[ENTRIES PROVIDED Boundary: Start]
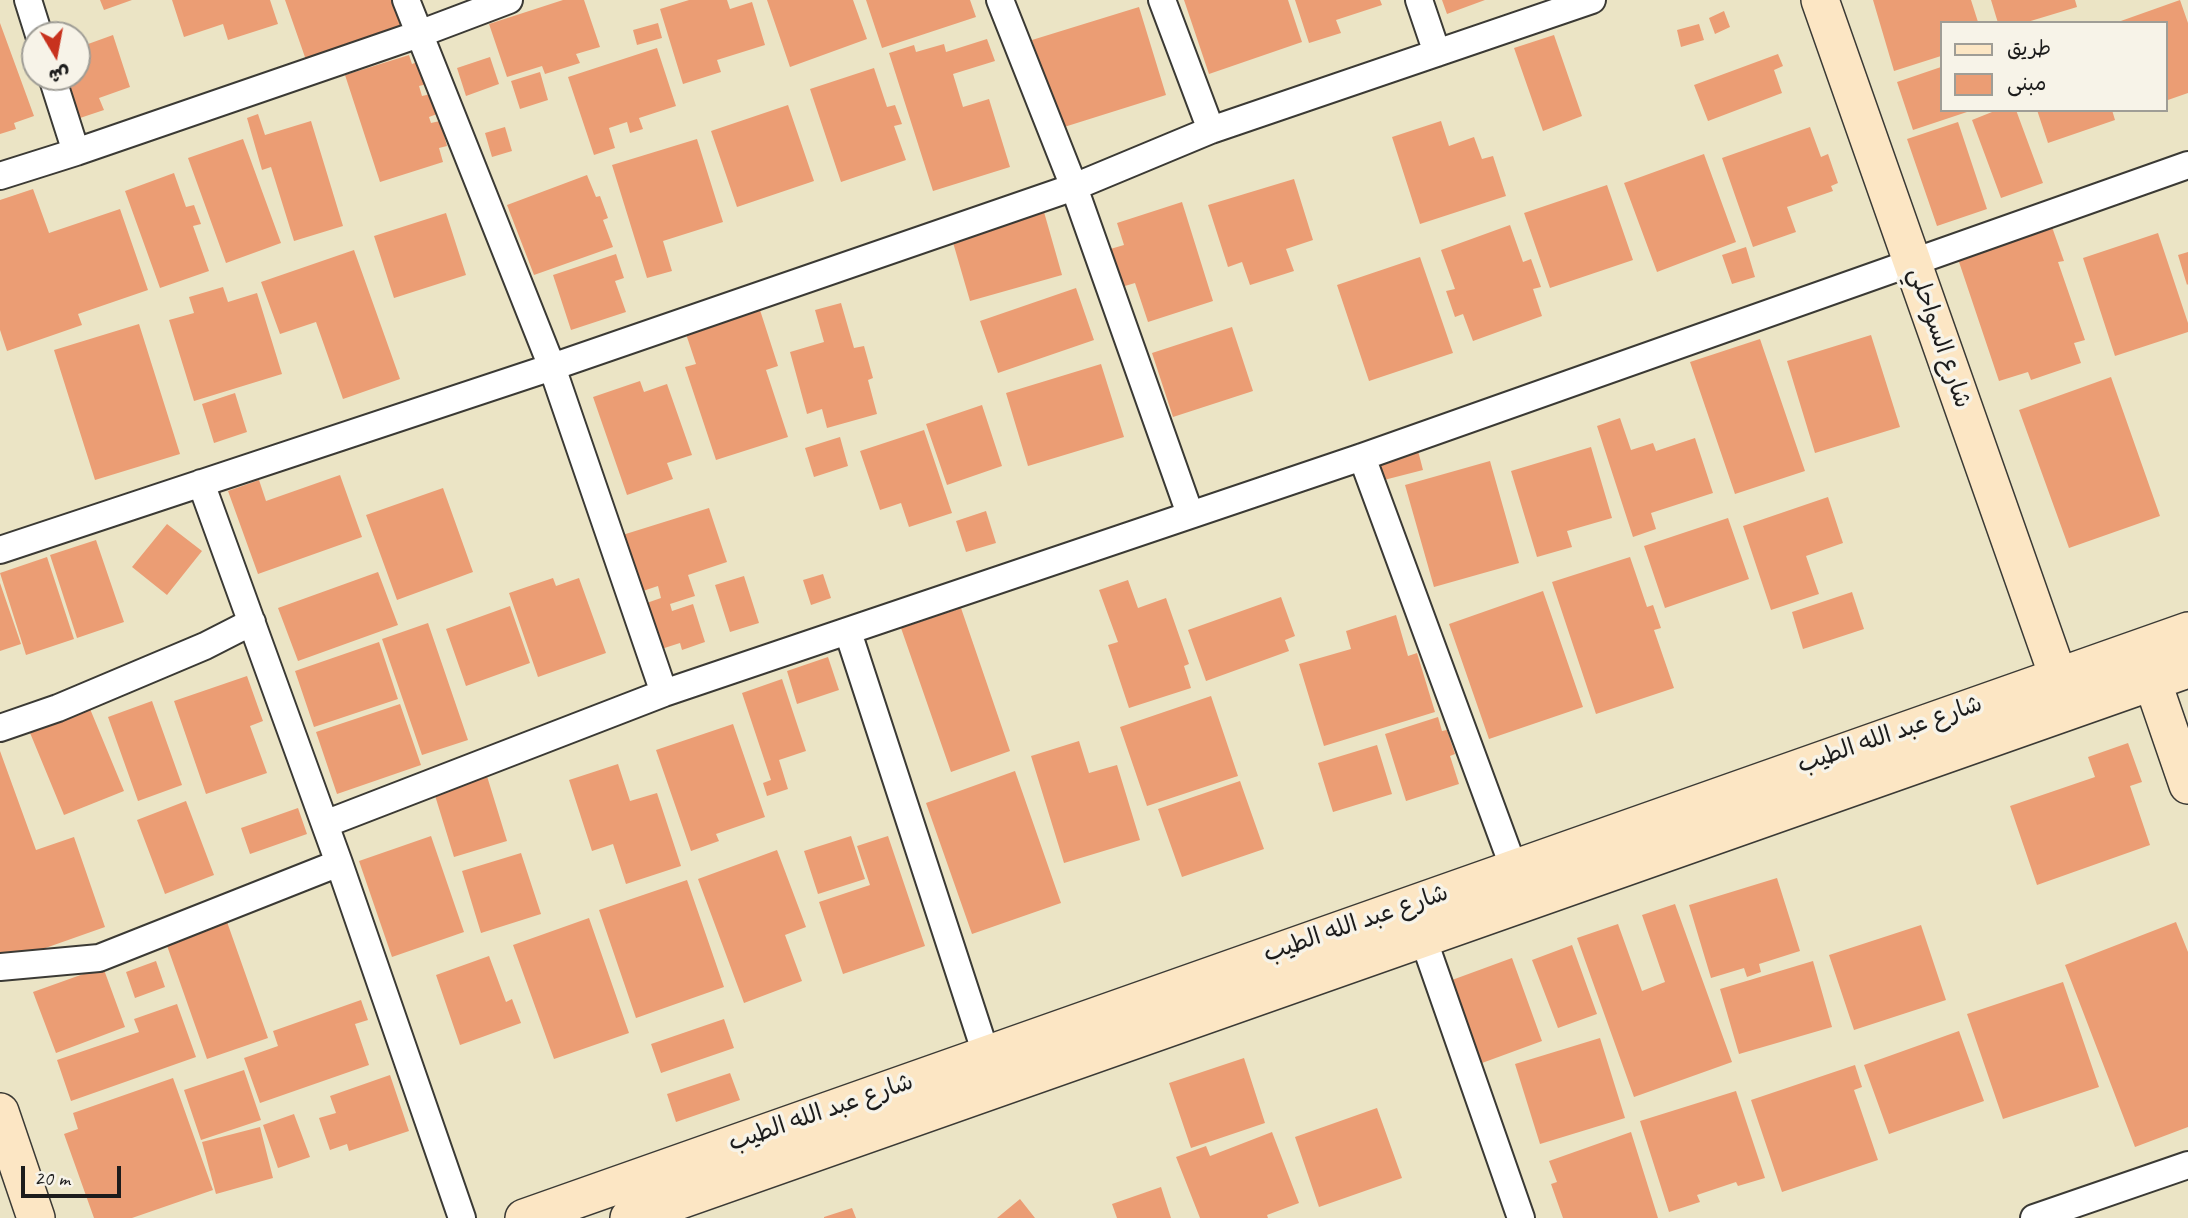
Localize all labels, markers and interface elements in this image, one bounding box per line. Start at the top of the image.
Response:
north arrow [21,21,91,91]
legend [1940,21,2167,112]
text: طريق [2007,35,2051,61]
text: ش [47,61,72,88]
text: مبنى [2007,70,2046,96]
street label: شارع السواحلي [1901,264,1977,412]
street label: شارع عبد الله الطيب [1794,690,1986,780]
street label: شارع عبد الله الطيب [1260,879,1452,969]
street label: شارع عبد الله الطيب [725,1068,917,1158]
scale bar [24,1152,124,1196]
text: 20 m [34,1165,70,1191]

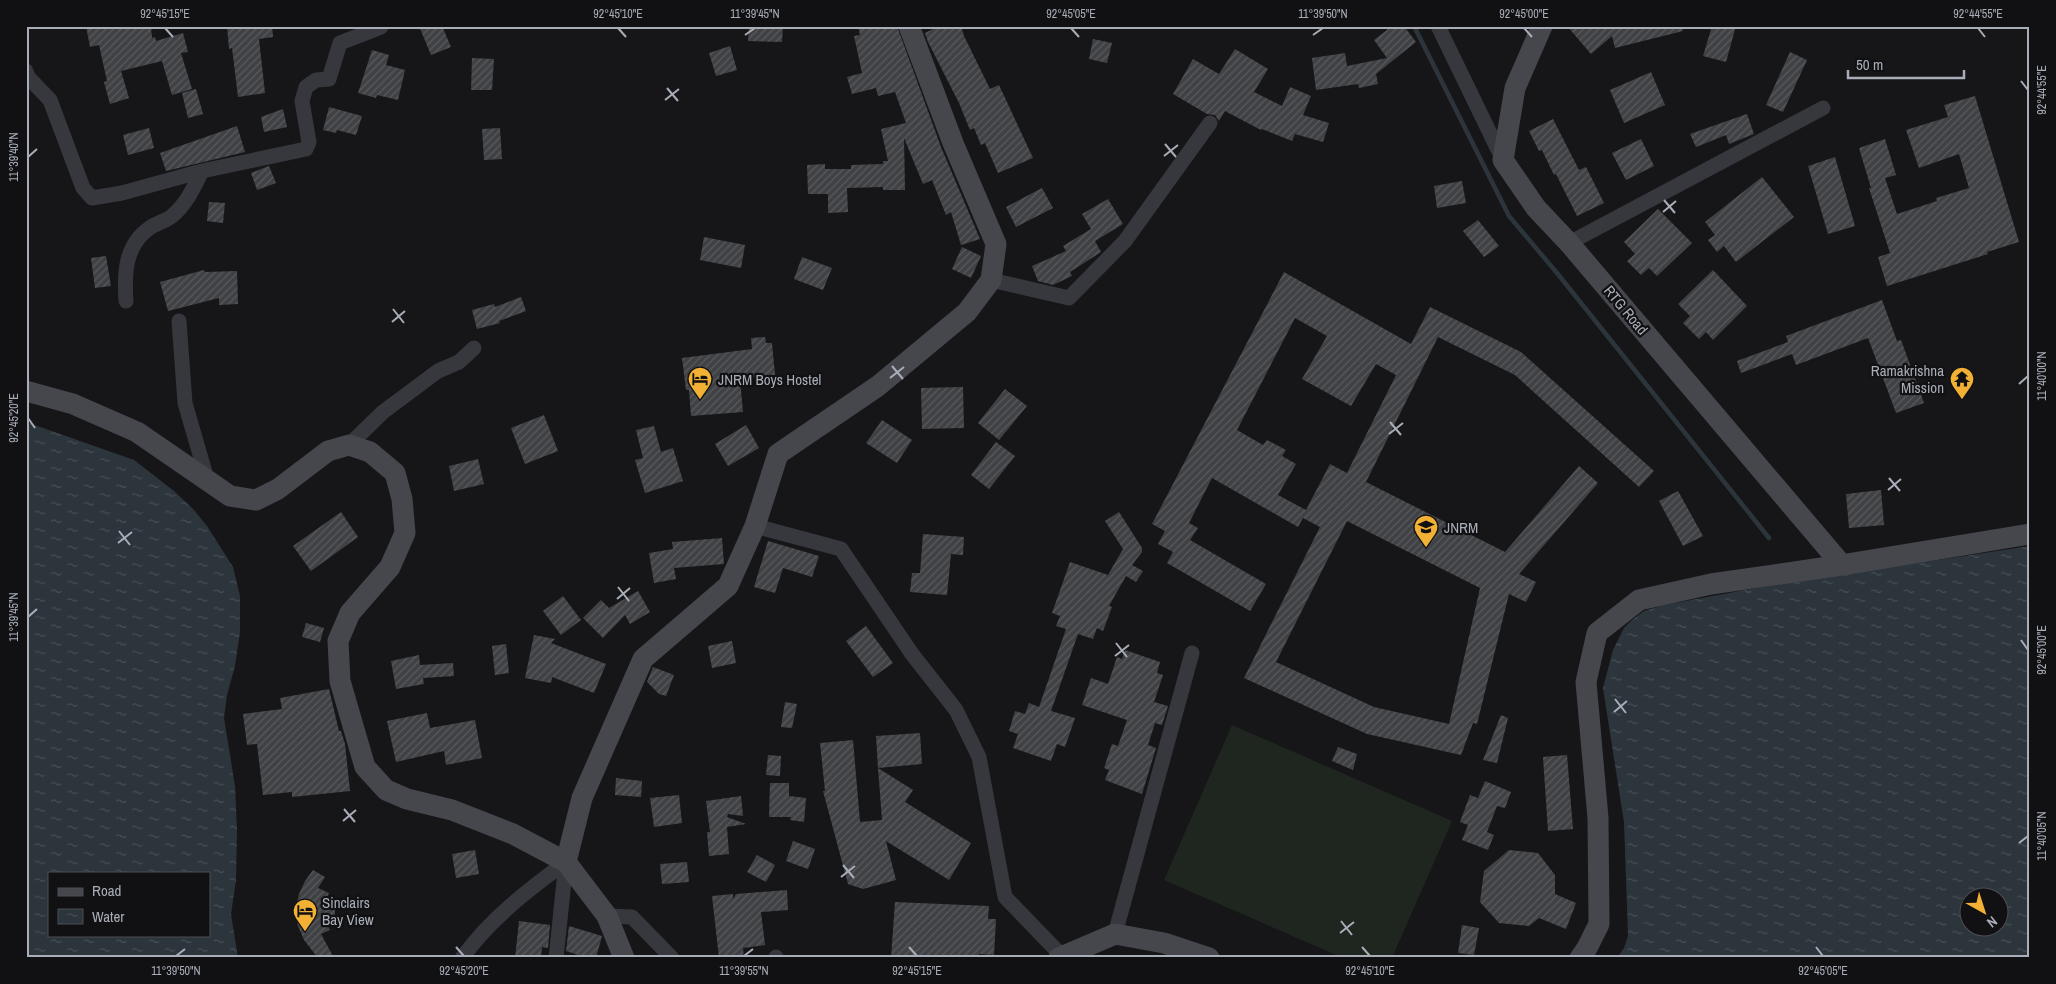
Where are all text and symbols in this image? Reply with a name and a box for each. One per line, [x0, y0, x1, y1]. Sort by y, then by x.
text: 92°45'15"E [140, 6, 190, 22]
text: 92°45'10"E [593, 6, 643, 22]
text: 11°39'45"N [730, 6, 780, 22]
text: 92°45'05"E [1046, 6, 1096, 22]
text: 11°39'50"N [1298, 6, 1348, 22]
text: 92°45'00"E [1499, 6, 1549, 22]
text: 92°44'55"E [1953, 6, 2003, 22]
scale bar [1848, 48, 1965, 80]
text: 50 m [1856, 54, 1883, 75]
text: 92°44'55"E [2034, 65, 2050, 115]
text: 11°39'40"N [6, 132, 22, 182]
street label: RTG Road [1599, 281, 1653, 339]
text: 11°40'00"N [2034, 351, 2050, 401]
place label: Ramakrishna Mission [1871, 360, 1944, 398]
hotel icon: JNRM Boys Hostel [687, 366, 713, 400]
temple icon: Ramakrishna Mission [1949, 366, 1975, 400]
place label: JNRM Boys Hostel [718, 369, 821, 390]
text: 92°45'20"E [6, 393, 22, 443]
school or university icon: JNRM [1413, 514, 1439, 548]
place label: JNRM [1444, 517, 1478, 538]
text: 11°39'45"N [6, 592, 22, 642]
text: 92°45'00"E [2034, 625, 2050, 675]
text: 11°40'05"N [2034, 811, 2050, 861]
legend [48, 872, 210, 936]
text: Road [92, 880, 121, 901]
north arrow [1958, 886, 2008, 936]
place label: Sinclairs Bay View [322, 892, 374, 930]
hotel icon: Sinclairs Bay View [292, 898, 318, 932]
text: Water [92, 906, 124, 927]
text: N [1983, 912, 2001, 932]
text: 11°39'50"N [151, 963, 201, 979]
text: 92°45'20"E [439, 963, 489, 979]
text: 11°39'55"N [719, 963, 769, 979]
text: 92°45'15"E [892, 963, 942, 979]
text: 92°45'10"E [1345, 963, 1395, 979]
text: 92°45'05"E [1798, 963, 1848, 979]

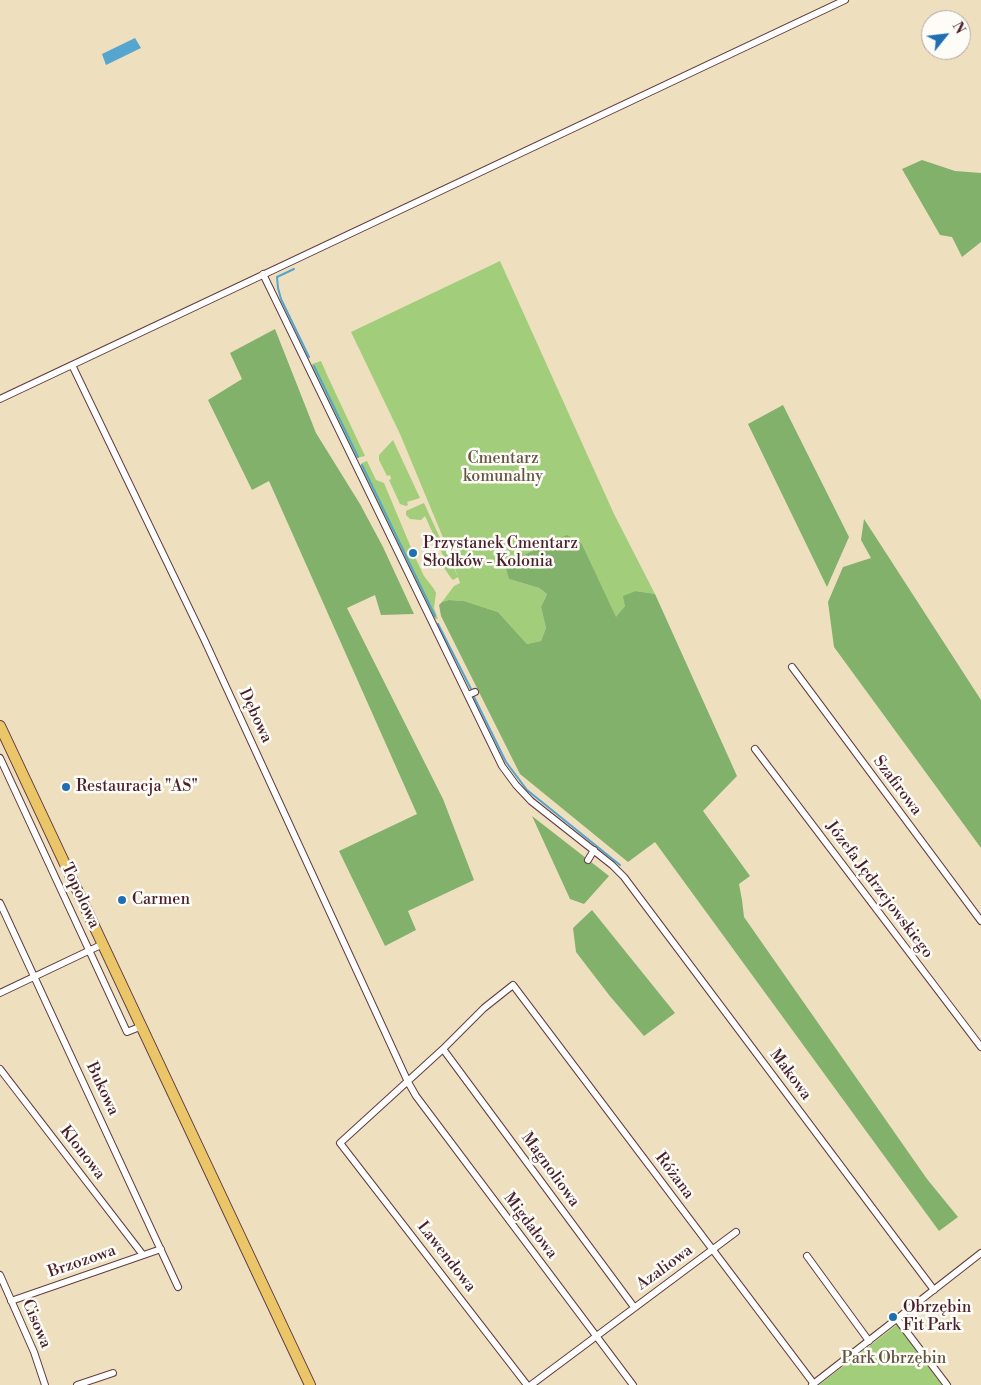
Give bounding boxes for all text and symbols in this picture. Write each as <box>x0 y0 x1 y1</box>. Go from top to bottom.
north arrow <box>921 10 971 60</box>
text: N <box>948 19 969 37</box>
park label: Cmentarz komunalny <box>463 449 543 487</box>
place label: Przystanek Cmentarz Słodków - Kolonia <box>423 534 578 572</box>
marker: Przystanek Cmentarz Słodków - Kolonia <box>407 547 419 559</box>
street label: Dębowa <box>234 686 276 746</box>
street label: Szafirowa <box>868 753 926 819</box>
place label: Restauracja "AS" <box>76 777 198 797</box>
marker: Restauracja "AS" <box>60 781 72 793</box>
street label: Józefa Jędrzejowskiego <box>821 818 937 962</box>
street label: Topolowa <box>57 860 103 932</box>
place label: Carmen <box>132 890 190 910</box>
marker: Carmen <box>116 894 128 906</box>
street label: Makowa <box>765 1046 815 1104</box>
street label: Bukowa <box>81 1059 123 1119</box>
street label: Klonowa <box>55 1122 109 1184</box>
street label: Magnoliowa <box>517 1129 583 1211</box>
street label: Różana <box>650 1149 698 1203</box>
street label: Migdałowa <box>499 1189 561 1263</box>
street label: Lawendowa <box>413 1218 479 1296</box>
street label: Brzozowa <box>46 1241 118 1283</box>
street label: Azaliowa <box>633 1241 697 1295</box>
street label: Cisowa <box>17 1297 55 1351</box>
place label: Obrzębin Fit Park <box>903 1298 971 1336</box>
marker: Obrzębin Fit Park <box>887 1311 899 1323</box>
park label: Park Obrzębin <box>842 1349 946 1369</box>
[ENTRIES PROVIDED Boundary: End]
- **ABOUT THIS EXERCISE**
Everything from the line that contains "Give bounding boxes" through the final line of the listing is to be restated word for word, and nothing more.

- **RESPONSE BELOW**
Give bounding boxes for all text and symbols in this picture. Write each as <box>x0 y0 x1 y1</box>. Go from top to bottom.
north arrow <box>921 10 971 60</box>
text: N <box>948 19 969 37</box>
park label: Cmentarz komunalny <box>463 449 543 487</box>
place label: Przystanek Cmentarz Słodków - Kolonia <box>423 534 578 572</box>
marker: Przystanek Cmentarz Słodków - Kolonia <box>407 547 419 559</box>
street label: Dębowa <box>234 686 276 746</box>
street label: Szafirowa <box>868 753 926 819</box>
place label: Restauracja "AS" <box>76 777 198 797</box>
marker: Restauracja "AS" <box>60 781 72 793</box>
street label: Józefa Jędrzejowskiego <box>821 818 937 962</box>
street label: Topolowa <box>57 860 103 932</box>
place label: Carmen <box>132 890 190 910</box>
marker: Carmen <box>116 894 128 906</box>
street label: Makowa <box>765 1046 815 1104</box>
street label: Bukowa <box>81 1059 123 1119</box>
street label: Klonowa <box>55 1122 109 1184</box>
street label: Magnoliowa <box>517 1129 583 1211</box>
street label: Różana <box>650 1149 698 1203</box>
street label: Migdałowa <box>499 1189 561 1263</box>
street label: Lawendowa <box>413 1218 479 1296</box>
street label: Brzozowa <box>46 1241 118 1283</box>
street label: Azaliowa <box>633 1241 697 1295</box>
street label: Cisowa <box>17 1297 55 1351</box>
place label: Obrzębin Fit Park <box>903 1298 971 1336</box>
marker: Obrzębin Fit Park <box>887 1311 899 1323</box>
park label: Park Obrzębin <box>842 1349 946 1369</box>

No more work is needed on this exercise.